The DHS Program User Forum
Discussions regarding The DHS Program data and results
Home » Data » Weighting data » Sample Weight for Merged Dataset (Which sample weight, strata, and cluster variables should be used to create an SPSS Complex Samples Plan File)
Sample Weight for Merged Dataset [message #23736] Sat, 20 November 2021 16:39 Go to next message
Helen is currently offline  Helen
Messages: 2
Registered: November 2021
Member
Hi, I will appreciate your expert advice about the sample weight, strata, and cluster variables that should be used to create an SPSS complex Samples analytical plan file. I have merged the male and female datasets from the eight sub-Saharan countries that I am including in my study. I merged the sample weight variables, strata, and PSU variables for the male and female datasets. I am worried that there is no difference between the population estimate and unweighted counts from Complex samples frequencies. Here are the syntaxes I used to create the Complex Samples plan file. I have also attached the SPSS output for the frequencies.

Frequencies Variables=V005 MV005 GENDER.
Compute totalsamplewegiht=0.
If (GENDER=0) totalsampleweight=V005.
If (GENDER=1) totalsampleweight=MV005.
Execute.
Frequencies Variables=totalsampleweight V005 MV005 GENDER.

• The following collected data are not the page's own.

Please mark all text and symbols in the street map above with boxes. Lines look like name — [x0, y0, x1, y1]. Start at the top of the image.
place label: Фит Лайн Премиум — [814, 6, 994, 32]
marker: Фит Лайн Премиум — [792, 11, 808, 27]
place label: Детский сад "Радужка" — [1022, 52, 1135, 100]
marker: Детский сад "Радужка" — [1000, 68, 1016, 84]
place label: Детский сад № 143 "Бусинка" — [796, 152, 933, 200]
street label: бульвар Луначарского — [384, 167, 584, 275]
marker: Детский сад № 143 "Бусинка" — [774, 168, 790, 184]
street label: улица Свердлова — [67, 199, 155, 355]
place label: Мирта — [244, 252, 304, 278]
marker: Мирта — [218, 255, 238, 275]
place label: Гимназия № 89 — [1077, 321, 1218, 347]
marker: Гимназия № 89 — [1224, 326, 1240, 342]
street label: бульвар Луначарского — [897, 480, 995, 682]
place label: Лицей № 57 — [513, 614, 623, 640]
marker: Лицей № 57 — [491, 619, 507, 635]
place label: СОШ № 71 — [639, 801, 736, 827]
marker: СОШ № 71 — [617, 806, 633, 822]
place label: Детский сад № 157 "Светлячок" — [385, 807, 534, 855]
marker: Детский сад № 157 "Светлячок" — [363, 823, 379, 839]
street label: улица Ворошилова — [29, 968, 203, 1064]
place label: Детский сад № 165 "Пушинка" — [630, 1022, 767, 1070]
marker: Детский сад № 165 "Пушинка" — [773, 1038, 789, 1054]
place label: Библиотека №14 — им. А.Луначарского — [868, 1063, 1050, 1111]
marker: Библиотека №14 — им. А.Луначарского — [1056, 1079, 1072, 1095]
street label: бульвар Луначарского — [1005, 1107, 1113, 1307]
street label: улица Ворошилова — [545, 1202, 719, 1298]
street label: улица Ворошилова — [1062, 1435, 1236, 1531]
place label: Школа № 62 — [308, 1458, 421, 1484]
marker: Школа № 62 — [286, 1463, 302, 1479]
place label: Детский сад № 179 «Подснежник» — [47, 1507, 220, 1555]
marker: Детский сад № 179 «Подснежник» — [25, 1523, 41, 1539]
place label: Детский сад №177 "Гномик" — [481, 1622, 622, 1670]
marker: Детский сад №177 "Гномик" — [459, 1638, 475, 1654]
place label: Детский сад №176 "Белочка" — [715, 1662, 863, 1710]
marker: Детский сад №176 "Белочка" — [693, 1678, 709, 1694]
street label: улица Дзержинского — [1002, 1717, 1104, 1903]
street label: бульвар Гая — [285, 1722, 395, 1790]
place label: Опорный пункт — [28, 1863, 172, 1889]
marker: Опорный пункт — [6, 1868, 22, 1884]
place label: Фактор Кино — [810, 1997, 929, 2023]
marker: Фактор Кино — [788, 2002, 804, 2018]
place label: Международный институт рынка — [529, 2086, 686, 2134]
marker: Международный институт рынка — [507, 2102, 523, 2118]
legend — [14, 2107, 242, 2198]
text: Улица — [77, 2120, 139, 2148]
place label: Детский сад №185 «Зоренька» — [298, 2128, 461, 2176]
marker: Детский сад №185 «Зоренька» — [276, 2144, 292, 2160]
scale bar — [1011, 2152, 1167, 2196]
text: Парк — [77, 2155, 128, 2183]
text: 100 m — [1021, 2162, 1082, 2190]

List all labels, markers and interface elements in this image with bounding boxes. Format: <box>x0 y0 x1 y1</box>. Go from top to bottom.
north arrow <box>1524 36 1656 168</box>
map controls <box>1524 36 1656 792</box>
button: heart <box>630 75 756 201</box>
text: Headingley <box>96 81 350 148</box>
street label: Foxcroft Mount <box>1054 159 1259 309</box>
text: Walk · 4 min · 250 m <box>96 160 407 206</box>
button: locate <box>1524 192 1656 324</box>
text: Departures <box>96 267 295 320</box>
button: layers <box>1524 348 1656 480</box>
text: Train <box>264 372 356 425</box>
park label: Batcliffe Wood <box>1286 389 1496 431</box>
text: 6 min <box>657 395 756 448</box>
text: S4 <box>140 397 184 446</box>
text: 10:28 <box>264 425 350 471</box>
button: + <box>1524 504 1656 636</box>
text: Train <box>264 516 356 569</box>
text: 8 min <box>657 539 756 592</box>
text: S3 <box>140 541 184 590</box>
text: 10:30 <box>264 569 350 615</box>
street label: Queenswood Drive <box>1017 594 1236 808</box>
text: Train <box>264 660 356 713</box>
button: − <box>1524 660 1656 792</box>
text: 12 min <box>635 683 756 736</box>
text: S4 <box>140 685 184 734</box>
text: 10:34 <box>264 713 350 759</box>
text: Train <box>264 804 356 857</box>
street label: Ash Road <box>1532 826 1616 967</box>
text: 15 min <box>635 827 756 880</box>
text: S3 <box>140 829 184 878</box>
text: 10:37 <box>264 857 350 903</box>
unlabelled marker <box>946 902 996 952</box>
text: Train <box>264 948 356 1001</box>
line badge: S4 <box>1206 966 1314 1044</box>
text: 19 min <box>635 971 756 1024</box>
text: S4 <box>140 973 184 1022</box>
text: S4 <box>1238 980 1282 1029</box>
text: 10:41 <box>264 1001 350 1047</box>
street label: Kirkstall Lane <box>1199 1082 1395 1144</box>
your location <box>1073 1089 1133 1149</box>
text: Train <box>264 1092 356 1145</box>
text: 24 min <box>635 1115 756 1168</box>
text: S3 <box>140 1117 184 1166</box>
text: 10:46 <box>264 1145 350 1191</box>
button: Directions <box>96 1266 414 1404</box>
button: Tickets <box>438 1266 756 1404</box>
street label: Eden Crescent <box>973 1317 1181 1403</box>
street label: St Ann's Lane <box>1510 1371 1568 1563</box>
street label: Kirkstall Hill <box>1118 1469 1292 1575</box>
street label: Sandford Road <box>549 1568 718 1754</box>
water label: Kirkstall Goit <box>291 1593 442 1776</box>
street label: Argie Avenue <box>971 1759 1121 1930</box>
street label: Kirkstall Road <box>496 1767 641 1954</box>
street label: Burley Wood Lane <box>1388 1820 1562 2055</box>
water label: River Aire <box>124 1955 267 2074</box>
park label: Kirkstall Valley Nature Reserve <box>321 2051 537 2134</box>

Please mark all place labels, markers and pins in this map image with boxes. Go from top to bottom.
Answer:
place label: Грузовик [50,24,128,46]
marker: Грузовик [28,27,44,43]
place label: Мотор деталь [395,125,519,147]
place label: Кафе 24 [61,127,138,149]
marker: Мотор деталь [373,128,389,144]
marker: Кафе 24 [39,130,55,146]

COMPUTE WGT= totalsampleweight/1000000.

* Analysis Preparation Wizard.
CSPLAN ANALYSIS
/PLAN FILE='D:\Angola\Angola_Complex_samples_File2.csaplan'
/PLANVARS ANALYSISWEIGHT=WGT
/SRSESTIMATOR TYPE=WR
/PRINT PLAN
/DESIGN STRATA=V023Merged CLUSTER=V021Merged
/ESTIMATOR TYPE=WR.
Re: Sample Weight for Merged Dataset [message #23747 is a reply to message #23736] Tue, 23 November 2021 10:09 Go to previous messageGo to next message
Bridgette-DHS is currently offline  Bridgette-DHS
Messages: 3208
Registered: February 2013
Senior Member

Following is a response from DHS Research & Data Analysis Director, Tom Pullum:

We do not understand what you mean by "I am worried that there is no difference between the population estimate and unweighted counts from Complex samples frequencies." By "population estimate" do you mean the "weighted counts"? Your SPSS output does show a difference EXCEPT that the totals match. The total weighted number and the total unweighted number match--as they should, because DHS weights include a multiplier to force the mean weight to be 1 (with a multiplier of 1000000). The weighted counts are not population estimates. The weighted means, etc., are population estimates, but not the counts.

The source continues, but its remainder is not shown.